In the second season of Nic Pizzolatto’s True Detective, now set in Los Angeles, entrepreneur-cum-criminal Frank Semyon (Vince Vaughn) lives in a pretty swank house. In fact, film/TV villains based in L.A. and its surrounding areas always seem to live in really nice, modernist houses (often designed by John Lautner), the buildings’ glass surfaces and complex concrete contours reflecting the villains’ motives, madness, and megalomania. (Though sometimes a beautiful house is just a beautiful house.) We’ve compiled a list of great modernist houses in which villains have taken up residence, and asked New York Magazine design expert Wendy Goodman to rank them. Ahead, a worst-to-best assessment of Southern California’s more villainous homes.
8. Brent Saville, Astral House, 1995 (The Limey). “If you can afford a house like this, you buy a house like this,†says Luiz Guzmán’s small-time crook who cannot afford a house like this. Terry Valentine — Peter Fonda’s on-the-down-and-out record producer and drug peddler — lives here. The pool is the best thing about this house.
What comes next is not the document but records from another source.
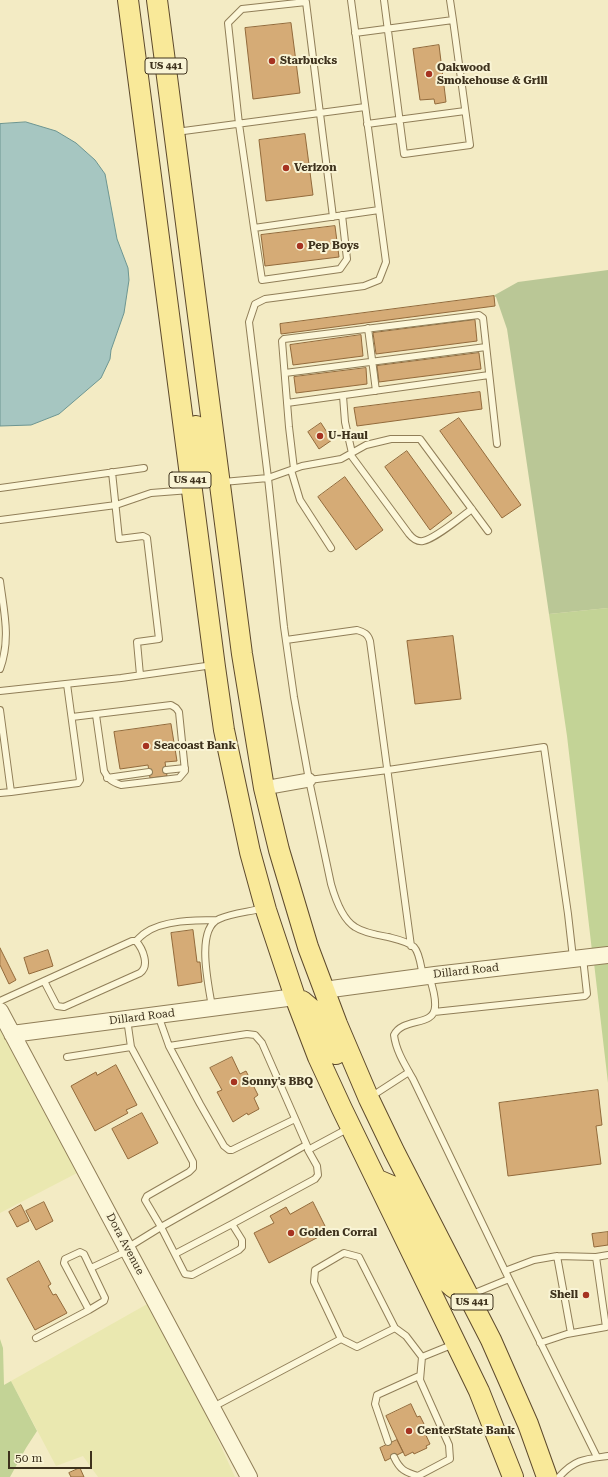 <!DOCTYPE html>
<style>
body{margin:0}
#map{position:relative;width:608px;height:1477px;overflow:hidden;background:#f3ebc4;font-family:"Roboto Serif",serif}
canvas{display:block}
.scale{position:absolute;left:8px;top:1451px;width:84px;height:18px;box-sizing:border-box;border:2px solid #3e321d;border-top:0;padding-left:5px;font-size:12px;line-height:14px;white-space:nowrap;color:#3e321d;-webkit-text-stroke:3px #f9f4d5;paint-order:stroke}
</style>
<div id="map">
<canvas width="608" height="1477"></canvas>
<div class="scale">50 m</div>
</div>
<script>
const ctx = document.querySelector('canvas').getContext('2d');
ctx.lineJoin = 'round';
function fill(path, color) {
  ctx.fillStyle = color;
  ctx.fill(path, 'evenodd');
}
function strokePath(path, color, width, dash) {
  ctx.strokeStyle = color;
  ctx.lineWidth = width;
  ctx.lineCap = dash ? 'butt' : 'round';
  ctx.setLineDash(dash || []);
  ctx.stroke(path);
}
function label(font, color, halo, rows, align = 'center') {
  ctx.font = font + ' "Roboto Serif",serif';
  ctx.lineWidth = 4;
  ctx.setLineDash([]);
  ctx.textBaseline = 'middle';
  ctx.strokeStyle = halo;
  ctx.fillStyle = color;
  for (const [text, x, y, turn = 0] of rows) {
    ctx.save();
    ctx.translate(x, y);
    ctx.rotate((+turn || 0) * Math.PI / 180);
    ctx.textAlign = isNaN(turn) ? turn : align;
    if (halo) ctx.strokeText(text, 0, 0);
    ctx.fillText(text, 0, 0);
    ctx.restore();
  }
}
const farmland = new Path2D(`
 M0,1024L79,1172L0,1213Z
 M149,1303L191,1381L235,1477H98L83,1456L56,1466L11,1381Z`);
const green = new Path2D(`
 M608,608V949L592,951L567,736L549,614Z
 M608,961V1083L594,963Z
 M0,1339L3,1348L4,1385L11,1381L37,1431L26,1448L10,1477H0Z`);
const cemetery = new Path2D(`
 M608,270V608L549,614L507,329L496,297L493,296L518,282Z`);
const water = new Path2D(`
 M26,122L56,131L76,143L95,160L105,174L117,239L128,268L129,280L124,313L111,350L110,359L101,378L59,414L31,425L0,426V124Z`);
const building = new Path2D(`
 M291,23L300,93L253,99L245,28Z
 M439,45L446,102L435,104L434,99L420,100L413,49Z
 M305,134L313,195L266,201L259,140Z
 M335,226L339,257L265,266L261,235Z
 M494,296L495,306L281,334L280,324Z
 M475,320L477,341L376,354L373,333Z
 M361,335L363,356L293,365L290,345Z
 M479,353L481,369L379,382L377,366Z
 M366,368L367,384L296,393L294,377Z
 M480,392L482,409L357,426L354,408Z
 M459,418L521,505L502,518L440,431Z
 M321,423L332,440L319,449L308,432Z
 M407,451L452,513L430,530L385,467Z
 M345,477L383,530L356,550L318,497Z
 M453,636L461,699L415,704L407,641Z
 M171,724L177,761L165,762L167,776L150,778L148,765L120,769L114,732Z
 M193,930L197,962H200L202,982L178,986L171,933Z
 M0,948L16,980L9,984L0,965Z
 M48,950L53,966L29,974L24,958Z
 M232,1057L240,1074L246,1071L258,1095L254,1098L259,1109L248,1115L247,1113L233,1122L217,1092L222,1090L210,1068Z
 M116,1065L137,1105L126,1110L128,1113L95,1131L71,1086L96,1072L97,1075Z
 M598,1090L602,1125L596,1126L601,1164L508,1176L499,1103Z
 M142,1113L158,1143L128,1159L112,1129Z
 M44,1202L53,1221L36,1230L26,1211Z
 M313,1202L328,1232L269,1263L254,1233L274,1223L270,1216L286,1207L290,1214Z
 M21,1205L29,1221L17,1227L9,1212Z
 M608,1232V1245L594,1247L592,1234Z
 M39,1261L51,1284L48,1286L53,1295L56,1294L67,1313L35,1330L7,1279Z
 M411,1404L417,1417L420,1416L427,1430L424,1431L430,1444L426,1446L427,1448L414,1454L413,1452L405,1456L386,1416Z
 M397,1440L403,1452L385,1461L380,1448Z
 M80,1468L84,1477H71L69,1473Z`);
const service = new Path2D(`
 M351,0L386,262L379,280L364,286L265,299L255,304L249,322L268,478L284,627L294,697L309,780L331,884C335,898 342,919 355,927C364,933 377,935 388,937C396,939 407,941 414,947C420,953 421,968 423,976
 M384,0L404,154L470,145L453,20
 M355,33L453,20L450,0
 M367,124L465,111
 M176,132L365,107
 M333,217L306,2L242,9L228,23L239,124L254,228L379,210
 M254,228L262,280L340,269L347,259L342,215
 M368,328L376,391
 M285,373L486,347
 M343,396L345,422L352,453
 M287,403L489,375
 M350,454L409,534C413,539 417,542 423,541C435,539 461,517 472,509
 M294,469L289,427L282,341L284,339L479,315L483,318L497,444
 M291,470L300,500L331,548
 M112,472L119,539L143,536L147,538L159,639L137,642L140,675
 M223,482L268,478L302,466L341,459L366,445L391,439H420L488,531
 M0,488L144,468
 M0,520L116,505L151,493L190,490
 M0,581C4,612 11,639 0,669
 M286,640L357,630C364,632 368,634 370,641L411,946
 M0,691L121,678L213,665
 M0,710L11,792L0,793
 M72,717L171,705L176,708L179,712L185,771L179,778L121,785C112,782 108,779 104,771L96,715
 M166,770L185,768
 M107,778L149,772
 M309,780L388,770L544,747L568,914L573,958
 M11,792L78,783L80,780L67,684
 M136,941C139,938 142,935 145,933C163,920 196,920 217,920
 M429,976C432,985 436,996 435,1007C434,1027 403,1017 394,1035C396,1051 405,1065 413,1079L509,1279L597,1457
 M0,1001L132,941H136C143,949 150,966 140,973L64,1007L57,1006L44,981
 M212,1007C209,987 195,929 219,919C232,913 249,912 264,908
 M434,1012L585,996L587,994L583,958
 M158,1015L169,1046L247,1034L255,1035L262,1043L308,1148
 M169,1046L200,1104L224,1146L229,1150H232L295,1119
 M131,1047L193,1162V1168L189,1172L147,1196L145,1200L161,1227L306,1145
 M67,1057L131,1047L127,1019
 M372,1096L409,1072
 M127,1248L161,1227L185,1274L192,1275L239,1250L242,1247V1240L232,1224L315,1179L318,1175L317,1166L308,1150L349,1128
 M80,1252L84,1254L105,1298L104,1301L89,1310L64,1263L65,1259Z
 M175,1254L232,1224
 M557,1256L571,1333
 M596,1257L608,1255
 M91,1268L127,1251
 M505,1271L534,1260L557,1256L596,1257L606,1327L567,1334L540,1343
 M470,1295L509,1279
 M395,1328L357,1347L341,1339L314,1282L315,1270L344,1253L359,1257L395,1328L406,1336L422,1357
 M36,1338L89,1310
 M213,1407L341,1339
 M388,1442L375,1404L377,1395L419,1376
 M394,1457C400,1470 405,1472 418,1476L450,1459L449,1445L420,1380L422,1357L454,1344
 M559,1477C575,1459 585,1459 608,1456`);
const minor = new Path2D(`
 M264,788L309,780`);
const tertiary = new Path2D(`
 M324,990L435,975L608,955
 M0,1011L249,1477
 M12,1034L295,997`);
const primary = new Path2D(`
 M128,0L215,667L224,730L250,852L266,910L295,997L318,1057L342,1109L479,1391L513,1477
 M157,0L242,654L264,788L279,850L308,947L337,1024L369,1099L394,1151L491,1340L528,1424L547,1477
 M196,426C198,447 202,466 218,481
 M302,1001L315,1012L336,1054
 M378,1180L392,1186L398,1193L440,1274C448,1285 456,1291 469,1296`);
const markers = [
 [272,61,4,"#a63321"],
 [429,74,4,"#a63321"],
 [286,168,4,"#a63321"],
 [300,246,4,"#a63321"],
 [320,436,4,"#a63321"],
 [146,746,4,"#a63321"],
 [234,1082,4,"#a63321"],
 [291,1233,4,"#a63321"],
 [586,1295,4,"#a63321"],
 [409,1431,4,"#a63321"]
];
const shields = [
 [166,66,42],
 [190,480,42],
 [472,1302,42]
];
const shieldNames = [
 ["US 441",166,66],
 ["US 441",190,480],
 ["US 441",472,1302]
];
const poiNames = [
 ["Starbucks",280,61],
 ["Oakwood",437,68],
 ["Smokehouse & Grill",437,81],
 ["Verizon",294,168],
 ["Pep Boys",308,246],
 ["U-Haul",328,436],
 ["Seacoast Bank",154,746],
 ["Sonny's BBQ",242,1082],
 ["Golden Corral",299,1233],
 ["Shell",578,1295,"right"],
 ["CenterState Bank",417,1431]
];
const streetNames = [
 ["Dillard Road",466,971,-6],
 ["Dillard Road",142,1017,-7],
 ["Dora Avenue",125,1244,62]
];
fill(farmland, '#eae8b0');
fill(green, '#c3d396');
fill(cemetery, '#bac796');
fill(water, '#a6c6c1');
strokePath(water, '#6c9591', 1);
fill(building, '#d5ab76');
strokePath(building, '#926a3b', 1);
strokePath(service, '#907e58', 8);
strokePath(minor, '#907e58', 15);
strokePath(tertiary, '#907e58', 18);
strokePath(primary, '#5e4a2c', 22);
strokePath(service, '#fcf7d9', 6);
strokePath(minor, '#fcf7d9', 13);
strokePath(tertiary, '#fcf7d9', 16);
strokePath(primary, '#f9e999', 20);
for (const [x, y, r, color] of markers) {
  const dot = new Path2D();
  dot.arc(x, y, r, 0, 2 * Math.PI);
  ctx.fillStyle = color;
  ctx.fill(dot);
  strokePath(dot, '#f9f4d5', 1.5);
}
for (const [x, y, w] of shields) {
  const box = new Path2D();
  box.roundRect(x - w / 2, y - 8, w, 16, 3);
  ctx.fillStyle = '#f9f4d5';
  ctx.fill(box);
  strokePath(box, '#3e321d', 1);
}
label('bold 10px', '#3e321d', null, shieldNames);
label('bold 11px', '#3e321d', '#f9f4d5', poiNames, 'left');
label('11px', '#3e321d', '#f9f4d5', streetNames);
</script> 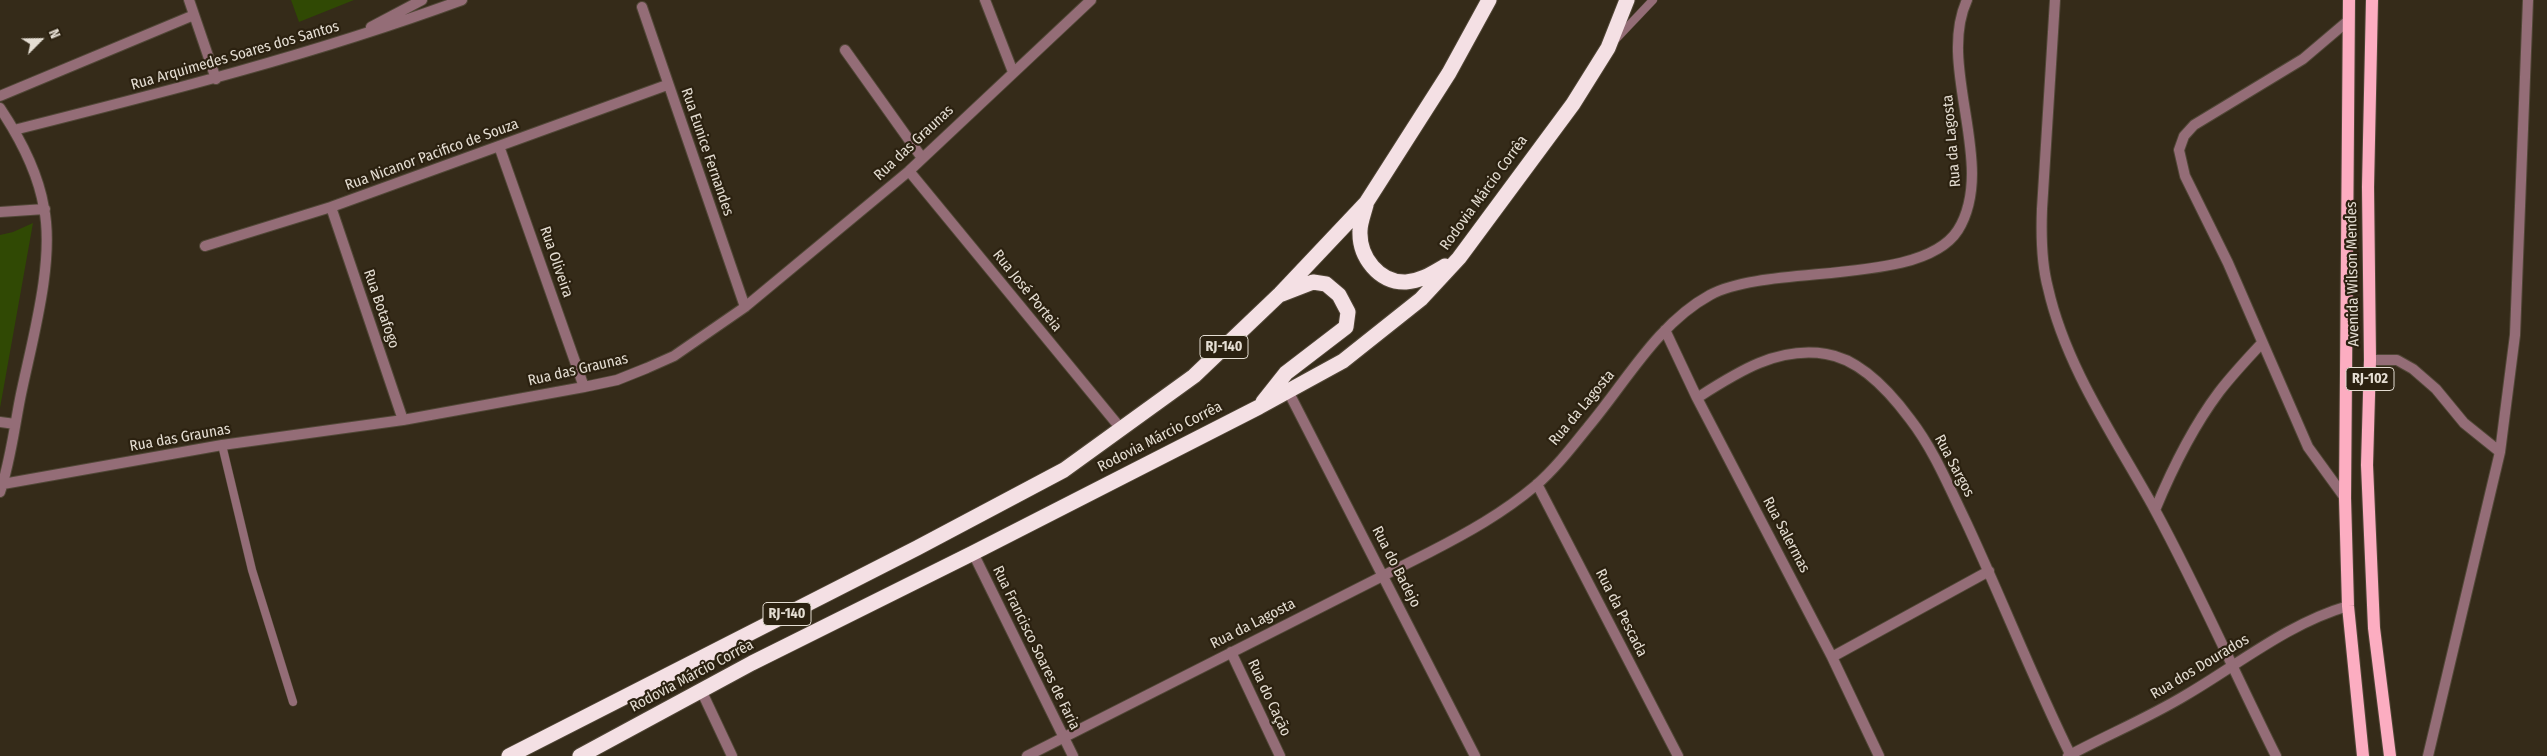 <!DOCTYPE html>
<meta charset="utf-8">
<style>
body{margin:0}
#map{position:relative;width:2547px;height:756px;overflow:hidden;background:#352b19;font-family:"Fira Sans Condensed",sans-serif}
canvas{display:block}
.north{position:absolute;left:15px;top:15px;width:50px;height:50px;-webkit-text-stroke:4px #2b2110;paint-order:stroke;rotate:67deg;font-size:14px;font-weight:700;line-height:20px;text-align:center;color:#e4ddd2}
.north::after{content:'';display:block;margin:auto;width:18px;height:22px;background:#e4ddd2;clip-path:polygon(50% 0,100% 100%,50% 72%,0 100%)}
</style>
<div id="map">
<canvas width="2547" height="756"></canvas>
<div class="north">N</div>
</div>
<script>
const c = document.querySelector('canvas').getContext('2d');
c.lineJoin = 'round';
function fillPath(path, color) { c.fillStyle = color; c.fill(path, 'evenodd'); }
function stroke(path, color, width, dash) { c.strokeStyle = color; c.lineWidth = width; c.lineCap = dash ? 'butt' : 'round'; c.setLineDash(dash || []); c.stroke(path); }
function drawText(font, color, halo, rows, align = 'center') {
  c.font = font + ' "Fira Sans Condensed",sans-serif'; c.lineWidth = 4.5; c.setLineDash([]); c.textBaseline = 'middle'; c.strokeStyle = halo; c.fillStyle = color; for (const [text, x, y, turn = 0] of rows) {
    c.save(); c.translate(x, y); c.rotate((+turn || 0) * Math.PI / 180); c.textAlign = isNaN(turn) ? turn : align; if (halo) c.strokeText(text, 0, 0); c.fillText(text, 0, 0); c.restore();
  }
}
fillPath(new Path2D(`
 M291 0H354L299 22Z
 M33 223 0 408V235L13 232Z`), '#304904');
const lane = new Path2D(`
 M1616 39 1653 0
 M222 445 252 570 293 702`);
const street = new Path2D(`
 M189 0 216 79
 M985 0 1013 72
 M2055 0 2042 209C2041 235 2041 262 2048 288 2066 368 2116 439 2155 510
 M642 7 745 307
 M371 27 422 0
 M845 50 922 158
 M0 96 194 15
 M0 108C20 138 38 172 44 208 55 263 31 344 20 399 14 430 10 463 0 492
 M14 130C165 92 315 54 462 0
 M499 146 584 387
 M909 171 1122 430
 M331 207 403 420
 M0 212 45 209
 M205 246 331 207 667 85
 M1665 330 1697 398 1832 657 1879 756
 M2262 343C2247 359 2232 375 2219 392 2192 428 2172 469 2155 510 2199 591 2235 674 2276 756
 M2370 360H2397L2413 369 2436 389 2464 423 2500 452 2515 335 2528 0
 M1288 391 1475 756
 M1697 398C1736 373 1777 346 1826 354 1860 359 1890 392 1910 419 1934 450 1949 487 1966 522 2002 599 2033 679 2071 756
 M0 422 15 424
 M3 484 222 445 403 420 584 387 617 380 647 368 674 356 745 307 909 171 1091 0
 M1537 484 1678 756
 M2345 498 2308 447 2228 263 2185 176 2179 150 2184 136 2194 125 2303 59 2349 20
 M973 553 1073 756
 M1231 652 1280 756
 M1832 657 1989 571
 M701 690 732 756
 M1027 756 1430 552C1467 533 1503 513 1535 486 1554 470 1572 447 1588 427 1626 382 1657 324 1710 295 1769 263 1922 287 1958 230 1998 165 1936 67 1967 0
 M2068 756C2107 735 2148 718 2186 695 2239 664 2289 623 2348 606
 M2428 756 2500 452`);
const primary = new Path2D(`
 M2349 0 2345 498 2348 606 2363 756
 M2372 0 2368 187 2370 360 2367 465 2374 628 2390 756`);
const highway = new Path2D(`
 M1366 205C1364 213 1360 223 1360 231 1359 257 1379 283 1406 282 1421 281 1433 273 1445 266
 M1263 402 1286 373 1346 327 1348 312 1339 295 1326 284 1313 282 1282 294
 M509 756 917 548 1064 470 1194 376 1280 294 1366 203 1449 73 1489 0
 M580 756 752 663 973 553 1259 407 1343 361 1421 299 1459 258 1573 104 1608 48 1627 0`);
stroke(lane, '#514737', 9);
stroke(street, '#514737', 12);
stroke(primary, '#514737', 14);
stroke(highway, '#514737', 17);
stroke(lane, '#946d77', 8);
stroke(street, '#946d77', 10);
stroke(primary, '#fcadc1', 12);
stroke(highway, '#f4e0e4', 15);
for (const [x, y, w] of [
 [1224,347,48],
 [2370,379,48],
 [787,614,48]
]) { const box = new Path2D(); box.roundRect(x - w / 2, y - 11.5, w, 23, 4); c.fillStyle = '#2b2110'; c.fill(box); stroke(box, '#e4ddd2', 1); }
drawText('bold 14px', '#e4ddd2', null, [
 ["RJ-140",1224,347],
 ["RJ-102",2370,379],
 ["RJ-140",787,614]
]);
drawText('15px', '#e4ddd2', '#2b2110', [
 ["Rua Arquimedes Soares dos Santos",235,56,-16],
 ["Rua da Lagosta",1952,141,-95],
 ["Rua das Graunas",914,143,-43],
 ["Rua Eunice Fernandes",707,152,71],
 ["Rua Nicanor Pacifico de Souza",432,155,-20],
 ["Rodovia Márcio Corrêa",1484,193,-54],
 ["Rua Oliveira",556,262,71],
 ["Avenida Wilson Mendes",2353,274,-91],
 ["Rua José Porteia",1027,291,51],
 ["Rua Botafogo",381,309,71],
 ["Rua das Graunas",578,370,-13],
 ["Rua da Lagosta",1582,408,-50],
 ["Rodovia Márcio Corrêa",1160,437,-27],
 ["Rua das Graunas",180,438,-10],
 ["Rua Sargos",1954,466,62],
 ["Rua Salermas",1786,535,62],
 ["Rua do Badejo",1396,567,63],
 ["Rua da Pescada",1621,613,63],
 ["Rua da Lagosta",1253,624,-27],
 ["Rua Francisco Soares de Faria",1036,648,64],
 ["Rua dos Dourados",2200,667,-31],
 ["Rodovia Márcio Corrêa",692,676,-28],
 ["Rua do Cação",1269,698,65]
]);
</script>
The interiors are a bit of a letdown from its more dramatic, modernist architecture.
7. Richard Neutra, Lovell House, 1929 (L.A Confidential). Another modernist house inhabited by a smut king (pornographer Pierce Patchett), though this house — and this smut king — is less lavish, less foreboding. Only one of them survives the film. With its Bauhaus International Style concrete boxes massing over varying levels, the Lovell House has an austere, commanding presence. It’s not a welcoming, put-your-feet up kind of place.
6. John Lautner, Chemosphere House, 1960 (Body Double). In one of Brian De Palma’s most meta, navel-gazing efforts, a struggling actor agrees to house-sit for a less-struggling actor friend. (The interior decorations are garish and gaudy, a bit of ’80s excess parody.) Since the house is basically one giant Peeping Tom platform, the struggling actor develops an unfortunate peeping penchant (all part of a plan, of course), accidentally witnessing a murder through his telescope. The Chemosphere seems to be Lautner’s ode to the spaceship. It’s his most daring and seemingly precarious house. It looks like an octagonal flying saucer balanced in midair on a 30-foot concrete pole.
5. John Lautner, Garcia House, 1962 (Lethal Weapon). A coterie of South African officials hiding behind the veil of “diplomatic immunity†make the mistake of killing Martin Riggs’s (Mel Gibson’s) girlfriend. Riggs consequently uses his pickup truck to tear down their headquarters, which is shaped like an eye and looks out over the gorgeous landscape from the living room. There is something inviting and mysterious about this house as you travel through it.
4. John Lautner, Jacobson House, 1947 (Twilight). Paul Newman’s corrupt cop, Harry Ross, receives this lovely home as a present for his squalor and misdeeds. He likes it — it’s up above the smog. Lautner brilliantly plays up the dramatic sites of his houses, and the dramatic setting of this villain hideaway is no exception.
3. John Lautner, Sheats Goldstein Residence, 1960s (The Big Lebowski). The domain of the Sultan of Smut Jackie Treehorn, who drugs Jeff Bridges’s Dude and dumps him on the side of the highway, is vast and vacuous, just like its hotshot owner. One of the all-time-great visual gags, involving a pencil and a penis, happens in this scene. Another Lautner beauty built for the groovy ’60s as a pure pleasure pad with its flirty indoor/outdoor architecture and sensual interiors.
2. Frank Lloyd Wright’s Ennis House, 1924 (House on Haunted Hill, The Replacement Killers). In the original House on Haunted Hill, Vincent Price’s Frederick Loren lures several guests to his allegedly haunted home, promising them $10,000 if they can survive the night. The Gothic interiors are artificial, however, all built on soundstages. In The Replacement Killers, one of several movies to use the Ennis House to capitalize on the Yellow Peril, a powerful gangster and his cronies take up residence in the iconic building. The house looks like a fortress built for a deity, or a palace built for royalty. It’s one of Wright’s grandest and most formal.
1. John Lautner, Elrod House, 1968 (Diamonds Are Forever). Sean Connery, in his last official outing as James Bond, gets trounced by Bambi and Thumper, two scantily clad henchwomen who throw Bond around the house before tossing him into a pool. Poor James. The house (actually located in Palm Springs) is one of John Lautner’s most spectacular masterpieces. Its otherworldly organic architecture harbors glamorous, sexy interiors that speak to the confidence and authority of the owners.